晩活は彼らの行動を変えていった。晩活がなかったら、耕助と葵が連れだって特売セールに行くこともなかっただろう。仕事が忙しすぎて余裕のない優太が、部屋を掃除し、風呂にゆっくり浸かりたいという願望を持つこともなかった。さらに、ハウスキーパーを依頼するという形で「誰かに頼る」勇気を持つこともなかっただろう。職場で自分を見失い、自分が「記号」でしかないように感じることすらあった彼らは、晩活によって「人間を取り戻し」、閉ざしていた心を開いていった。その先には様々な形での人との「出会い」があった。

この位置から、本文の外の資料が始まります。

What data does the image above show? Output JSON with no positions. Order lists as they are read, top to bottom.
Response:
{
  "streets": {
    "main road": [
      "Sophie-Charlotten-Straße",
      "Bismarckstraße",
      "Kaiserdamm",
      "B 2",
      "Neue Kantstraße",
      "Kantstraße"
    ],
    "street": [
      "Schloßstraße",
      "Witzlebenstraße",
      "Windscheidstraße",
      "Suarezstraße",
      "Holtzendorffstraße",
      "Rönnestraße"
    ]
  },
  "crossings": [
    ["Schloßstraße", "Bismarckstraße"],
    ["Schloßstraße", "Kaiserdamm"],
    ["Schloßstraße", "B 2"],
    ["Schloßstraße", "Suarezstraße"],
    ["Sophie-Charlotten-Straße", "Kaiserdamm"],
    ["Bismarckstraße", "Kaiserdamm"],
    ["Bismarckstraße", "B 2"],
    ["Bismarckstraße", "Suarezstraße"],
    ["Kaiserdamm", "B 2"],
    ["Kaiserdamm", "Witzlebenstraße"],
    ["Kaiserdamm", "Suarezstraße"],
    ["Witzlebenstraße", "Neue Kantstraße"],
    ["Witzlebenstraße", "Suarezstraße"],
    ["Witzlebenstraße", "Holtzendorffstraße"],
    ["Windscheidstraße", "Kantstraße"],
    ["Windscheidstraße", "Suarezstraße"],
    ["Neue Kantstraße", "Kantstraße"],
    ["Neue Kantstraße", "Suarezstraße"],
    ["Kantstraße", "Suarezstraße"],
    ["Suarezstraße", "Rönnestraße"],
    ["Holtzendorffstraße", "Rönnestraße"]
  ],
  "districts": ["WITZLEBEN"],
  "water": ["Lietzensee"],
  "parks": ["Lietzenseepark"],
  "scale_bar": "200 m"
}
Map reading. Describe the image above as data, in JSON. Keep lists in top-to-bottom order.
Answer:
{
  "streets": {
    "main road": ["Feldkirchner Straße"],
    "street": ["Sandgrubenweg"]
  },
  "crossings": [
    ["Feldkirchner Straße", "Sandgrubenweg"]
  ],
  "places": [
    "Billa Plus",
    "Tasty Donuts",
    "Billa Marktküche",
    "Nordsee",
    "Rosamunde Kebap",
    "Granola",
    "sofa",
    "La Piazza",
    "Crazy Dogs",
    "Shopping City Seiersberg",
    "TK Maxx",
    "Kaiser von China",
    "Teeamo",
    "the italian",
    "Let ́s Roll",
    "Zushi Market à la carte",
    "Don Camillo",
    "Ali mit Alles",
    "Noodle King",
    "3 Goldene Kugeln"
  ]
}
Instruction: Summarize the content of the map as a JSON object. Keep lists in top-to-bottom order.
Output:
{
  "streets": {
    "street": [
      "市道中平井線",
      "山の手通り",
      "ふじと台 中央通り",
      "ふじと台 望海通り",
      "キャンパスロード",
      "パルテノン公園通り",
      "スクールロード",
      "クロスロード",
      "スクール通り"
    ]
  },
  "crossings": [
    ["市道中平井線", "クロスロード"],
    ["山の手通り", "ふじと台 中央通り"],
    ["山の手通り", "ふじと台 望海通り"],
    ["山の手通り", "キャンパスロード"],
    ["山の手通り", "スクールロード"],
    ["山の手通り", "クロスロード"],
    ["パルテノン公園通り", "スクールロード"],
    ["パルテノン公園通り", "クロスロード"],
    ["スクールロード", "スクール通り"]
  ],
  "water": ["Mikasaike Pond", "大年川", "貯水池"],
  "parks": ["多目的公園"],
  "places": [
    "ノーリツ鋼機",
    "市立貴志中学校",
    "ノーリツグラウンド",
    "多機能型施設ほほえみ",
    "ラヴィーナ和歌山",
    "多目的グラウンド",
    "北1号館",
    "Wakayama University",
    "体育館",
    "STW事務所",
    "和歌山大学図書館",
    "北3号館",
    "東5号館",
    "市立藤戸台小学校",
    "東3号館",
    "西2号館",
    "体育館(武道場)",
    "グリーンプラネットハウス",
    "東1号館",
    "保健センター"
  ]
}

まずは「偶然の出会い」。冒頭に言及した第6話における近所に住む亀井との出会いが当てはまる。次に「過去との出会い」。第7話において、耕助は料理人時代の同僚・池岡(伊島空)に、そして葵は元妻・京子(北村優衣)に会って話すことを通して、忘れていた「あの時の自分」と再度向き合うことができた。特に、葵と京子という元夫婦の間で生まれたすれ違いの悲劇は、夫婦になることでどうやっても生じてしまう男女間の対等でなさと、それに対してどうすることもできなかった男性の苦しさを描いていた。

もう一つの出会いは今、一緒に働いている人たちとの「出会い直し」である。優太は、共に働く同僚である上野や先輩である木山(石田卓也)をそれぞれのタイミングでご飯に誘い、対話することを通して、それぞれが抱える想いや孤独に触れ、彼らの心をも動かしていった。そして、「未来との出会い」。耕助が、偶然見かけた「後継者募集」の張り紙をきっかけに夫婦が営む商店街の食堂を引き継ぐことになり、第9話で晩活メニューである「かぼちゃとズッキーニのほくほくグラタン」が食堂のメニューに加わるかもしれないと、優太に話す。それは、まさに3人だけの世界だった晩活が、広く社会へと繋がっていく光景だった。
彼らが抱える生きづらさはそのまま、社会が抱える問題であり、彼らの新しい出会いの数々は、そのまま彼らが増やしていく社会との繋がりである。そして晩活は、食堂を通して外へ外へと開かれていく。第6話で葵が「耕助ん家にくると明日が楽しみになるな」と言っていたように、葵の「明日を楽しみにする」ご飯が、商店街の人々の「明日が楽しみになる」ご飯になっていく未来。本作が示した小さくて大きな世界観は、そのまま、テレビのこちら側にある私たち視聴者の日常にまで続いていくような気がする。